How does a skip ratchet work?

Sep 06, 2023
  • You have a system, a list of messages $M$, a dynamic set of participants $P$, and you wish to encrypt each message you send to $P$
  • In the double ratchet setup used by Signal:
    • Each message cranks the “ratchet”
    • The “ratchet” is a cryptographic gadget used to derive a new key.

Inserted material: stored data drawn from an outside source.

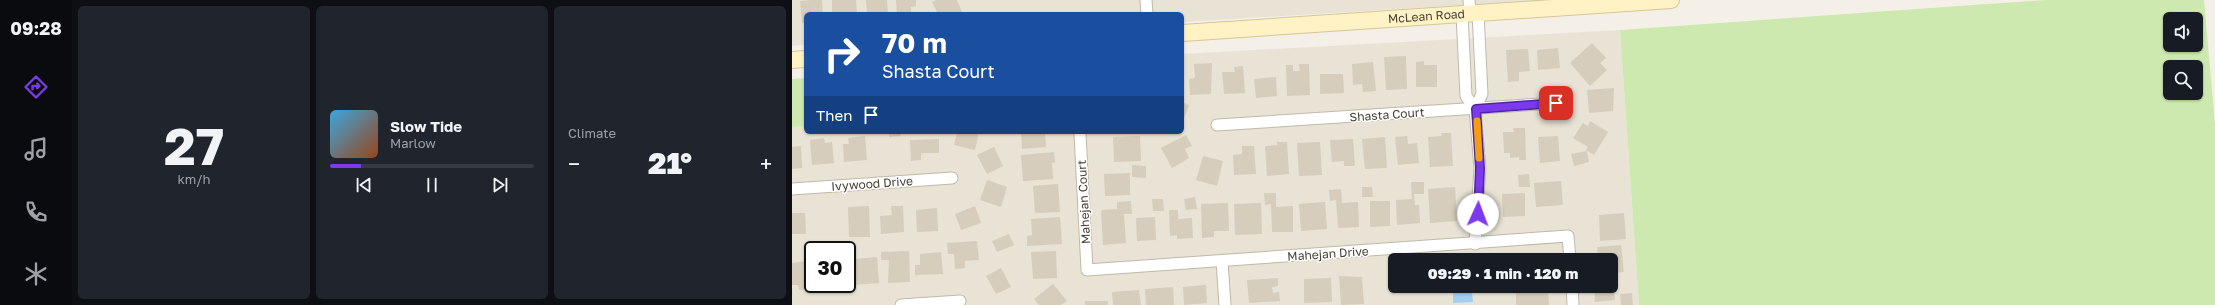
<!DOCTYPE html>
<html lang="en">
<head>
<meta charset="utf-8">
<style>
	:root { --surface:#171b24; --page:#20242c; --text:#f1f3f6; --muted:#9ea1a6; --line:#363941; --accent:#7c3aed }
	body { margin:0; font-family:"Golos Text",sans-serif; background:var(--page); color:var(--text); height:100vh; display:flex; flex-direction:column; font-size:15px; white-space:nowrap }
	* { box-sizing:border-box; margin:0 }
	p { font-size:13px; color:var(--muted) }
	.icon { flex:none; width:22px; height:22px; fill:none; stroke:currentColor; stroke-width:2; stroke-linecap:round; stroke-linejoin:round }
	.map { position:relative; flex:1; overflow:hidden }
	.panel { display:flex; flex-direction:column; gap:6px; padding:6px; background:#0d0f14; width:720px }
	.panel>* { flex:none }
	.hud { position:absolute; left:12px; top:12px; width:380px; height:122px; border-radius:6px; box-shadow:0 1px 3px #0004; background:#1a4fa0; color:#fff; overflow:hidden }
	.tools { position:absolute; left:1371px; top:12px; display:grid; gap:8px }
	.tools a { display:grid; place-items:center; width:40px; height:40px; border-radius:6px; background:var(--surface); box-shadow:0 1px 3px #0004; font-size:20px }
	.speed { position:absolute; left:12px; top:241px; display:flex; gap:8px; font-size:20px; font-weight:700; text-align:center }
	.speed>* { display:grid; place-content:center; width:52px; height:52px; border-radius:50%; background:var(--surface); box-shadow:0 1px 3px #0004; line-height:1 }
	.speed .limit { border:2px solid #111; border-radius:6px; background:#fff; color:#111 }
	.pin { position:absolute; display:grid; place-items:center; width:34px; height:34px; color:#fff; margin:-17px; border-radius:8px; box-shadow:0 2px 6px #0006 }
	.me { position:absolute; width:44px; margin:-22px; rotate:2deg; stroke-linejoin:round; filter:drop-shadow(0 0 3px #0008) }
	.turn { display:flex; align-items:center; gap:14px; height:84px; padding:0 12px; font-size:18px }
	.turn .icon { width:52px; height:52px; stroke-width:2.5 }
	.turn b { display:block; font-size:28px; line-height:34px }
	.then { display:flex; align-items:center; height:38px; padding:0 12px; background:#0003; gap:8px; font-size:15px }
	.big { font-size:30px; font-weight:800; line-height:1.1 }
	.panel .card { flex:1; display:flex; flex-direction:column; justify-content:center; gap:6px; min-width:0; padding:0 14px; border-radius:6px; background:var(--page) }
	.panel .dial { align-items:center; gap:0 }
	.dial b { font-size:52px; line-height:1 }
	.song { display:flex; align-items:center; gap:12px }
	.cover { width:48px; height:48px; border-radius:6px; background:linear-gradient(135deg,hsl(200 70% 55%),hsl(20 70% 35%)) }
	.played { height:4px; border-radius:2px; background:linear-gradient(90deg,var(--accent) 15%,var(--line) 15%) }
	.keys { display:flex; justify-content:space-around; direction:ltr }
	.heat { display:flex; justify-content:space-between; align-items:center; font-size:22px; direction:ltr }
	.panel .tiles { flex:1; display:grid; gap:6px; grid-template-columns:repeat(3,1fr) }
	.trip { position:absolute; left:596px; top:253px; width:230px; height:40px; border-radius:6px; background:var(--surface); box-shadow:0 1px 3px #0004; font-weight:800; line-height:40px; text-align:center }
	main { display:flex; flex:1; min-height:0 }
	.menu { display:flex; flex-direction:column; width:72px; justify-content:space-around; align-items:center; background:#090b0e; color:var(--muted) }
	.menu .icon { width:28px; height:28px }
	.menu .active { color:var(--accent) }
	.menu b { font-size:18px; color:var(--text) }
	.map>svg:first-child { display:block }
	.residential { fill:#e8e3d5; fill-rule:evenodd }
	.green { fill:#cde9af; fill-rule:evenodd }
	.water { fill:#a2cef2 }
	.building { fill:#d6cdbc }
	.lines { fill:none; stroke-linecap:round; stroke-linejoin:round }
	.street-casing { stroke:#c0b9a9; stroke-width:13 }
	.secondary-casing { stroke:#d5c696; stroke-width:18 }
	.street { stroke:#fff; stroke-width:11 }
	.secondary { stroke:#fff3c6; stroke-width:16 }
	.route-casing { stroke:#51269a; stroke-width:10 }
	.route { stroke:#7c3aed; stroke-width:7 }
	.slow { stroke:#f59e0b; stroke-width:7 }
	.labels { text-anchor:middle; stroke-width:3; stroke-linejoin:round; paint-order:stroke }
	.street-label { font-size:12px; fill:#474136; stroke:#fff }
</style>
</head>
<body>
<main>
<nav class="menu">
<b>09:28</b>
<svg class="icon active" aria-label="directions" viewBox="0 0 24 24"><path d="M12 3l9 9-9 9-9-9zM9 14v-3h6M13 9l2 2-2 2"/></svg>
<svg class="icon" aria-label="music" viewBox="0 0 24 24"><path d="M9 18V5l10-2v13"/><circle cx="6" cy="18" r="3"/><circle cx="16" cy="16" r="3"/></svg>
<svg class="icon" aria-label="phone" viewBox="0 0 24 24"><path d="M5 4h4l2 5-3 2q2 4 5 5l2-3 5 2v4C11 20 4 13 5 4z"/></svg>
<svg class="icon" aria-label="climate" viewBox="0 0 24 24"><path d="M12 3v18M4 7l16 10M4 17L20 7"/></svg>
</nav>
<section class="panel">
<div class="tiles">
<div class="card dial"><b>27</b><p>km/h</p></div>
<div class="card">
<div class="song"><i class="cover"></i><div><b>Slow Tide</b><p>Marlow</p></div></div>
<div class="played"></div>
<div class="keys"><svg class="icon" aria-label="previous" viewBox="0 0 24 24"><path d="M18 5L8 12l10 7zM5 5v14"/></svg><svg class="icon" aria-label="pause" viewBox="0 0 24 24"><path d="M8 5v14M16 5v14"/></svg><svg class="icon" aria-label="next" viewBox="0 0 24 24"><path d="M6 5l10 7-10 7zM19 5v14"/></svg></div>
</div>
<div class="card"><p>Climate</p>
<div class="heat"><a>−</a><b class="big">21°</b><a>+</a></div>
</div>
</div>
</section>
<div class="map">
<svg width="1423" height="305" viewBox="0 0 1423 305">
	<rect width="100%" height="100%" fill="#f4f0e7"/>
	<!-- residential -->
	<g class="residential">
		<path d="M 0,0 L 756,0 L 390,22 L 390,14 L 14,14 L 14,45 L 0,46 Z"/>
		<path d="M 828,30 L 847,305 L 0,305 L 0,127 L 14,126 L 14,132 L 390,132 L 390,54 ZM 21,250 L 55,250 L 55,284 L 21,284 ZM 603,260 L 819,260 L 819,286 L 603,286 Z"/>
	</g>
	<!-- green -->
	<g class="green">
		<path d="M 1253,0 L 1412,0 L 1423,124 L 1423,305 L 847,305 L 828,30 ZM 1378,19 L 1404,19 L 1404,45 L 1378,45 ZM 1378,67 L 1404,67 L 1404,93 L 1378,93 Z"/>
		<path d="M 14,78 L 14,126 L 0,127 L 0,79 Z"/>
	</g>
	<!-- water -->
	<path class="water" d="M 667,290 L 667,292 L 680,292 L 681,302 L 661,303 L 661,291 Z"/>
	<!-- building -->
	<g class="building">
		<path d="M 19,0 L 30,0 L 31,14 L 14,14 L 14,23 L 10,23 L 8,1 Z"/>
		<path d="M 40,0 L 64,0 L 65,14 L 40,14 Z"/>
		<path d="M 74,0 L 95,0 L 96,14 L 75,14 Z"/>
		<path d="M 104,0 L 124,0 L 124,6 L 119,7 L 119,13 L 105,14 Z"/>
		<path d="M 144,0 L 165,0 L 170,12 L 166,14 L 146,14 L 140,2 Z"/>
		<path d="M 800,43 L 814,58 L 808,63 L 815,70 L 798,86 L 778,63 Z"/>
		<path d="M 766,48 L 768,68 L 746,70 L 745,50 Z"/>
		<path d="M 736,49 L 738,71 L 727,72 L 727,81 L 716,82 L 714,50 Z"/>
		<path d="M 614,56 L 615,89 L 594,90 L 592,57 Z"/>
		<path d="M 632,61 L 632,65 L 645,65 L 645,87 L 624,87 L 624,62 Z"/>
		<path d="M 581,62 L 584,91 L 571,92 L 570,84 L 561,85 L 560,64 Z"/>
		<path d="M 420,63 L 419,94 L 398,95 L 397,79 L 403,78 L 402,64 Z"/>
		<path d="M 507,64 L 517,64 L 518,95 L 495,96 L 494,65 L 501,65 L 501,71 L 508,71 Z"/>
		<path d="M 451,66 L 453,93 L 432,94 L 430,72 L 443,72 L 442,67 Z"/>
		<path d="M 528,74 L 551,74 L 552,93 L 528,94 Z"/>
		<path d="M 484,77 L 485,96 L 464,98 L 462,79 Z"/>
		<path d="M 822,88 L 821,111 L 797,113 L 795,90 Z"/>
		<path d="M 390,102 L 397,105 L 390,123 Z"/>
		<path d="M 798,121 L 816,132 L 802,155 L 794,150 L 796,147 L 781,138 L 791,123 L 796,126 Z"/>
		<path d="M 721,128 L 733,128 L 734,160 L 727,160 L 727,157 L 718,158 L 718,153 L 712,153 L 711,132 L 722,132 Z"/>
		<path d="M 97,132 L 108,132 L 109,136 L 97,137 Z"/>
		<path d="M 165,132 L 187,132 L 183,150 L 162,145 Z"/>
		<path d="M 229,132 L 253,132 L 254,147 L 230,149 Z"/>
		<path d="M 649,133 L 659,133 L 661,166 L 638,167 L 636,137 L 650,136 Z"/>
		<path d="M 394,135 L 400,146 L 393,149 L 397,158 L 380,168 L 369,148 Z"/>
		<path d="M 73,136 L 75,160 L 52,162 L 51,144 L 57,144 L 56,138 Z"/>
		<path d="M 348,136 L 349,161 L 322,162 L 321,137 Z"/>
		<path d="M 615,136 L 616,144 L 625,143 L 627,163 L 606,165 L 603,137 Z"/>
		<path d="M 766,136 L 768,161 L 748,163 L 746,137 Z"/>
		<path d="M 593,137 L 595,168 L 573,169 L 570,139 Z"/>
		<path d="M 32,138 L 33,143 L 40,142 L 42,163 L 20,165 L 18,140 Z"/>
		<path d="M 147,139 L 147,153 L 129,153 L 129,160 L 119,161 L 118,140 Z"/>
		<path d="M 561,139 L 563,166 L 552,166 L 552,161 L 540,162 L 538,140 Z"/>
		<path d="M 485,142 L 495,142 L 497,174 L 475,176 L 473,146 L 485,145 Z"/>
		<path d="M 528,142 L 530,175 L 507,176 L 505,143 Z"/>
		<path d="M 9,146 L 10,168 L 0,169 L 0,147 Z"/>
		<path d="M 450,146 L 462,146 L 464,174 L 442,175 L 441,155 L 450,154 Z"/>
		<path d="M 202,147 L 211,166 L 195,174 L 185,155 Z"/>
		<path d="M 795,151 L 797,162 L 782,166 L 779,154 Z"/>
		<path d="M 262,152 L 263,162 L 260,163 L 261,179 L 231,181 L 229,155 Z"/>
		<path d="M 411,156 L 431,161 L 425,186 L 404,180 Z"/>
		<path d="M 340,165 L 354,166 L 354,178 L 340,177 Z"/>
		<path d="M 338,173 L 338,195 L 313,196 L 312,174 Z"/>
		<path d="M 737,174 L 738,187 L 727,187 L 726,175 Z"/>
		<path d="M 195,180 L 215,187 L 209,207 L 188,200 Z"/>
		<path d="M 769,181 L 771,205 L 744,207 L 742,183 Z"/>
		<path d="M 619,182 L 632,182 L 632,194 L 622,194 L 623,205 L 627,205 L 628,223 L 605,225 L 604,200 L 620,199 Z"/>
		<path d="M 266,184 L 268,212 L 243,213 L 241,186 Z"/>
		<path d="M 570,187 L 580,187 L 581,197 L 570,197 Z"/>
		<path d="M 663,187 L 665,221 L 638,223 L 636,189 Z"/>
		<path d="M 549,189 L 550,203 L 566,202 L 567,227 L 546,228 L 544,200 L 538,201 L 537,190 Z"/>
		<path d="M 472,193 L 484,193 L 484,207 L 501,206 L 501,232 L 480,232 L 479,204 L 473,205 Z"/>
		<path d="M 733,193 L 733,216 L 711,217 L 710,194 Z"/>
		<path d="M 403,197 L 405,209 L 394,210 L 392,199 Z"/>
		<path d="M 360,199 L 371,199 L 372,211 L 361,211 Z"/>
		<path d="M 339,201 L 340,214 L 332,214 L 334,243 L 311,245 L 309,210 L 325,209 L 325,202 Z"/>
		<path d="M 578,201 L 598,201 L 598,226 L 578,227 Z"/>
		<path d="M 533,202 L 535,229 L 509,231 L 507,204 Z"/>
		<path d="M 436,203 L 437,231 L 422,231 L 422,237 L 410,238 L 409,204 Z"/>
		<path d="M 469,203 L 470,234 L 443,235 L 442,204 Z"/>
		<path d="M 77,206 L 78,237 L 57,237 L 56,207 Z"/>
		<path d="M 99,206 L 111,206 L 112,232 L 89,234 L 88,216 L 100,215 Z"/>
		<path d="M 183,206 L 189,223 L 169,230 L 163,214 Z"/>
		<path d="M 145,208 L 146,231 L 125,232 L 124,210 Z"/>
		<path d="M 377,210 L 386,210 L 386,219 L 400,218 L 401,238 L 385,239 L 385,235 L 378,236 Z"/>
		<path d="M 0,213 L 13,213 L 14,234 L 0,234 Z"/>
		<path d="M 832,213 L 834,239 L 808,241 L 807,215 Z"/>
		<path d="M 268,217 L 270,244 L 235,246 L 235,236 L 240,235 L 239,219 Z"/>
		<path d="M 363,217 L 364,240 L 345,241 L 344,218 Z"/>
		<path d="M 217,234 L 222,245 L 205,252 L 200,241 Z"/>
		<path d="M 185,241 L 187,260 L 173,261 L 173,268 L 163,269 L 162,254 L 156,254 L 155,243 Z"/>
		<path d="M 829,245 L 832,272 L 819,273 L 819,260 L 806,260 L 805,247 Z"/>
		<path d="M 117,251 L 118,282 L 96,283 L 97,260 L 89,260 L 89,252 Z"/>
		<path d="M 264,251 L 265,278 L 241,279 L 239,252 Z"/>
		<path d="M 149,252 L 151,274 L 123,275 L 123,265 L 128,265 L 128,254 Z"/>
		<path d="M 85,257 L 87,283 L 62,285 L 60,259 Z"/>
		<path d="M 15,261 L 18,289 L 7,290 L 6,285 L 0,285 L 0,263 Z"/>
		<path d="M 209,268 L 219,287 L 204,294 L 194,276 Z"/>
		<path d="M 547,276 L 570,277 L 572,304 L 549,305 Z"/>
		<path d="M 486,278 L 486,286 L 480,287 L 481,293 L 487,292 L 488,301 L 457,303 L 455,280 Z"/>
		<path d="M 539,278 L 540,302 L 512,303 L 512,279 Z"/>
		<path d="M 819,278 L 821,278 L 823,300 L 803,302 L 802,286 L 819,286 Z"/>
		<path d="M 27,284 L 39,284 L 39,286 L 28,287 Z"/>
		<path d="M 261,284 L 275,301 L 269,305 L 247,305 L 242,299 Z"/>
		<path d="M 414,285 L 415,303 L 392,305 L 391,287 Z"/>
		<path d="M 381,287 L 382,305 L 354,305 L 353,289 Z"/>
		<path d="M 347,290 L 349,305 L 321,305 L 320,292 Z"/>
		<path d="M 756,290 L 757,305 L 724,305 L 724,292 Z"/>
		<path d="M 840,293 L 841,305 L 829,305 L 828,294 Z"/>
		<rect x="293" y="301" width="23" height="4"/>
	</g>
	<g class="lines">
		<!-- street casing -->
		<g class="street-casing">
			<g id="street">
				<path d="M 354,0 L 355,14"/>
				<path d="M 677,0 L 678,14"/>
				<path d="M 670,14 L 674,96 L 683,109 L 688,168 L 683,244"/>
				<path d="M 683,109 L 690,94 L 686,13"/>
				<path d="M 425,125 L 764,103"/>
				<path d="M 288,134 L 295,270 L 776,236 L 778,260"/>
				<path d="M 0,189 L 160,178"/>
				<path d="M 430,261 L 433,305"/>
				<path d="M 780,286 L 781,305"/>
				<path d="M 109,305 L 168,301"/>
			</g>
		</g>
		<!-- secondary casing -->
		<g class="secondary-casing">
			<g id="secondary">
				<path id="s1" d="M 390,33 L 879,0"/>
				<path d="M 0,60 L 14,59"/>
			</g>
		</g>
		<!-- street -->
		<use href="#street" class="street"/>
		<!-- secondary -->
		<use href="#secondary" class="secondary"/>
	</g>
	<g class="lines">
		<!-- route casing -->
		<g class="route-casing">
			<path id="route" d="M 686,214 L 688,168 L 684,109 L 764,103"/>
		</g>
		<!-- route -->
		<use href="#route" class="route"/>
		<!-- slow -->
		<path class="slow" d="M 685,121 L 687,158"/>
	</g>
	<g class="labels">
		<!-- street labels -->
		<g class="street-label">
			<text dy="4" stroke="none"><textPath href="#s1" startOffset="245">McLean Road</textPath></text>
			<text transform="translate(595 115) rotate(-4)" y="4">Shasta Court</text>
			<text transform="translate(80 184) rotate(-4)" y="4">Ivywood Drive</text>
			<text transform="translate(292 202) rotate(-93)" y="4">Mahejan Court</text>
			<text transform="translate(536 254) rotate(-4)" y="4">Mahejan Drive</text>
		</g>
	</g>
</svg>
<div class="tools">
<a><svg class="icon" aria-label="sound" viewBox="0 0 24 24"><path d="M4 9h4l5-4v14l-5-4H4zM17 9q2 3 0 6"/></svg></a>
<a><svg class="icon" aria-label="search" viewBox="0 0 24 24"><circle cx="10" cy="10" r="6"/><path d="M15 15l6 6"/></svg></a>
</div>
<div class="speed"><div class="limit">30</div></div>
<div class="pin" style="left:764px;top:103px;background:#d93025"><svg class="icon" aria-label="arrive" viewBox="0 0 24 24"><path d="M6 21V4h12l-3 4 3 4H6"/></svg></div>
<svg class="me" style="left:686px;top:214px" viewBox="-20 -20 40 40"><circle r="19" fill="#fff"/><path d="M0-13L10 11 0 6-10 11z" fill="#7c3aed"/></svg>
<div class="trip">09:29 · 1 min · 120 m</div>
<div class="hud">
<div class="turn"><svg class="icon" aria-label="right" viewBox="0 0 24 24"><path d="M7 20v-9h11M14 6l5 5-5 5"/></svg><div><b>70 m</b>Shasta Court</div></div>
<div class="then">Then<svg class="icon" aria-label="arrive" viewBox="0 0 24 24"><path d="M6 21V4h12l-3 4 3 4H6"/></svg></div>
</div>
</div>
</main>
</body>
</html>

It’s forward-facing, meaning you can’t derive the previous keys from current messages.

What is the hard problem?

  • How do you have an encrypted file system with a dynamic set of participants? ie. how do you ensure you can permissionlessly add people to this file system, without having to re-encrypt the data all of the time?
  • In Signal’s case:
    • the signal server stores messages. they cannot read them.
    • each participant encrypts their message with a message key, which is derived from the ratchet, a KDF chain (key derivation function chain).
    • for each new participant, they input their public key, and the ratchet is cranked forward.
    • a client wishing to get the latest message needs to recompute the chain, in $O(N)$ time.
  • In the “skip ratchet” use case:
    • a client wishing to get the latest message needs to recompute the chain, in $O(log(N))$ time. (or O(1)).
    • this is because they can “skip ahead” from any single message to the most recent state.
  • you can construct a file system out of an immutable list:

What is a skip ratchet?

  • A KDF chain protocol where:
    • the time efficiency of deriving the current state is $O(log N)$ instead of $O(N)$

What is a KDF chain?

https://signal.org/docs/specifications/doubleratchet/#kdf-chains

  • A protocol to derive symmetric encryption keys that have forward security.